TASK PROMPT => Once the line containing "M182 761H221L219 906" is found in the records below, return it and each following line exactly, up to and including the line containing "M84 1522 90 1815", and nothing else.
=== MATERIAL TO PROCESS ===
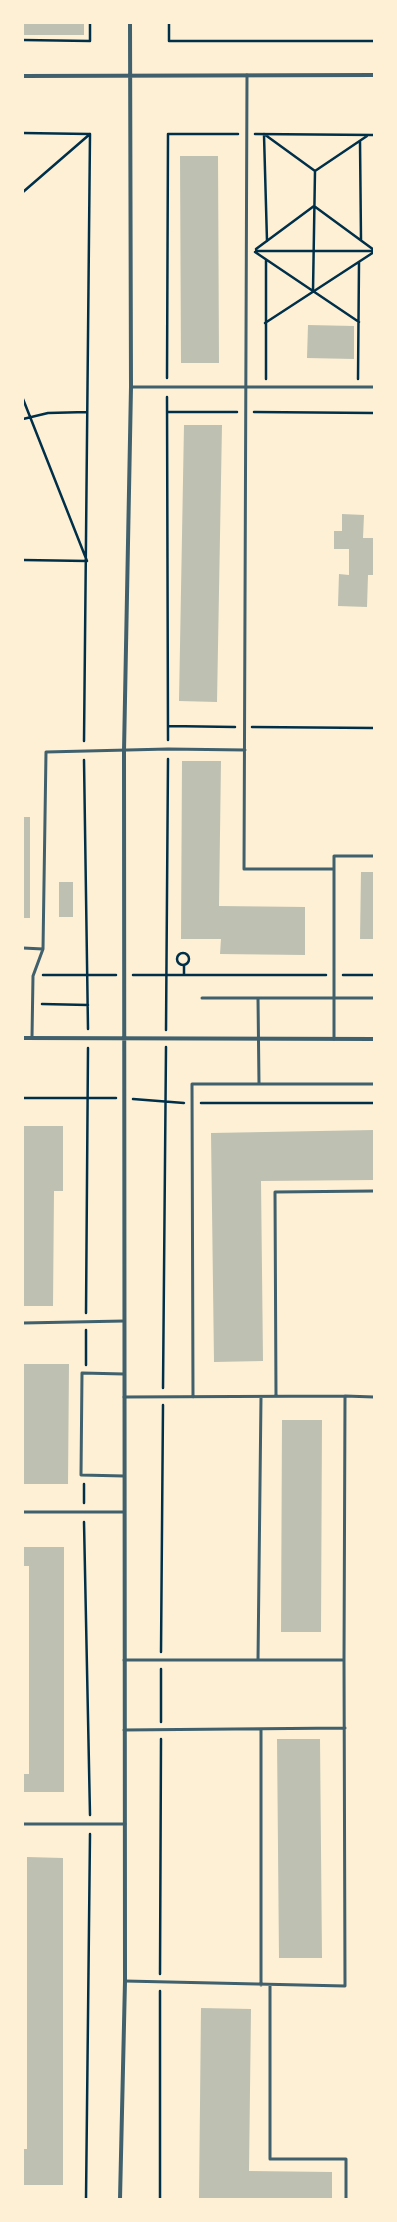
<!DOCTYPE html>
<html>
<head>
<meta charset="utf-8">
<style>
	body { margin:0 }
	#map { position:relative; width:397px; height:2222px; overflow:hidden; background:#fdf0d5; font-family:Rubik,sans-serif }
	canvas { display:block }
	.frame { position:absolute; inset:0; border:24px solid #fdf0d5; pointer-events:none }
</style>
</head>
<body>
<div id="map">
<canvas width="397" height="2222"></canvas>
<div class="frame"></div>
</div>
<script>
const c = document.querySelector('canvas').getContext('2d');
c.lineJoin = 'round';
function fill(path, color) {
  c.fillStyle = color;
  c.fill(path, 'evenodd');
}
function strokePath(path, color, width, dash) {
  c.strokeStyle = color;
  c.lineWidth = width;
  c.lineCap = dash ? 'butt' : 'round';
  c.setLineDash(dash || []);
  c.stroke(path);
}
fill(new Path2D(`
	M23 23H84V35H23Z
	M180 156H218L219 363H181Z
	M308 325 354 326V359L307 358Z
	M184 425H222L217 702 179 701Z
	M342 514 364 515 363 538H374V575H368L367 607 338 606 339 574 349 575V549H334V531H342Z
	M182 761H221L219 906 305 907V955L220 954 221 939H181Z
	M23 817H30V918H23Z
	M361 872H374V939H360Z
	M59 882H73V917H59Z
	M23 1126H63V1191H54L53 1306H23Z
	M374 1130V1180L261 1181 263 1361 214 1362 211 1133Z
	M23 1364H69L68 1484H23Z
	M282 1420H322L321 1632H281Z
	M24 1547H64V1792H24V1774H29V1566H24Z
	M277 1739H320L322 1958H279Z
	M27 1857 63 1858V2185H23V2149H27Z
	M201 2008 251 2009 249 2171 332 2172V2199H199Z`), '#bec0b2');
strokePath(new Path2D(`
	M169 23V41H374
	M23 40 90 41V23
	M23 133 89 134
	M255 134 374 135
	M264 134 315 171 367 136
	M264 135 267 241
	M360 141 361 240
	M23 192 90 134
	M256 249 314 206 374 250
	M256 251H374
	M255 252 359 322
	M266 260V379
	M313 291 315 171
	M265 323 374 252
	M167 378 168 134H238
	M358 379 359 262
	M167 397 168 740
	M23 399 87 561 23 560
	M167 412H237
	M254 412 374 413
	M23 419 48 413 87 412
	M168 726 235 727
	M252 727 374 728
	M84 741 90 134
	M84 760 88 1029
	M177 959a6 6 0 1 1 12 0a6 6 0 1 1-12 0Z
	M184 965V975
	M43 975H116
	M133 975H326
	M343 975H374
	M42 1004 88 1005
	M166 1030 168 759
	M23 1098H116
	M133 1099 184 1103
	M201 1103H374
	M86 1313 88 1048
	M86 1330V1365
	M163 1388 166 1047
	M84 1503V1484
	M84 1522 90 1815
	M161 1652 163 1405
	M161 1669V1722
	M160 1974 161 1739
	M160 1991V2199
	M86 2199 90 1834`), '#003049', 2.5);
strokePath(new Path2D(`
	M247 75 244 869H334
	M131 387H374
	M23 948 43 949
	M202 998H374
	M258 998 259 1084H374
	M32 1037 33 976 43 949 46 752 168 749 245 750
	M334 1039V856H374
	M23 1323 124 1321
	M276 1396 275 1192 374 1191
	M345 1396 374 1397
	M124 1397 345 1396 344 1660H124
	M193 1397 192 1084H259
	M124 1476 81 1475 82 1373 124 1374
	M23 1512H124
	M258 1660 261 1397
	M124 1730 345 1728
	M23 1824H125
	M125 1981 345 1986 344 1660
	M261 1985V1729
	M270 1985V2159H346V2199`), '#3f606c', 3);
strokePath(new Path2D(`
	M23 76 374 75
	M23 1038 374 1039
	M120 2199 125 1981 124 751 131 387 130 23`), '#3f606c', 4);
</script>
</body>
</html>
===
RESULT =>
	M182 761H221L219 906 305 907V955L220 954 221 939H181Z
	M23 817H30V918H23Z
	M361 872H374V939H360Z
	M59 882H73V917H59Z
	M23 1126H63V1191H54L53 1306H23Z
	M374 1130V1180L261 1181 263 1361 214 1362 211 1133Z
	M23 1364H69L68 1484H23Z
	M282 1420H322L321 1632H281Z
	M24 1547H64V1792H24V1774H29V1566H24Z
	M277 1739H320L322 1958H279Z
	M27 1857 63 1858V2185H23V2149H27Z
	M201 2008 251 2009 249 2171 332 2172V2199H199Z`), '#bec0b2');
strokePath(new Path2D(`
	M169 23V41H374
	M23 40 90 41V23
	M23 133 89 134
	M255 134 374 135
	M264 134 315 171 367 136
	M264 135 267 241
	M360 141 361 240
	M23 192 90 134
	M256 249 314 206 374 250
	M256 251H374
	M255 252 359 322
	M266 260V379
	M313 291 315 171
	M265 323 374 252
	M167 378 168 134H238
	M358 379 359 262
	M167 397 168 740
	M23 399 87 561 23 560
	M167 412H237
	M254 412 374 413
	M23 419 48 413 87 412
	M168 726 235 727
	M252 727 374 728
	M84 741 90 134
	M84 760 88 1029
	M177 959a6 6 0 1 1 12 0a6 6 0 1 1-12 0Z
	M184 965V975
	M43 975H116
	M133 975H326
	M343 975H374
	M42 1004 88 1005
	M166 1030 168 759
	M23 1098H116
	M133 1099 184 1103
	M201 1103H374
	M86 1313 88 1048
	M86 1330V1365
	M163 1388 166 1047
	M84 1503V1484
	M84 1522 90 1815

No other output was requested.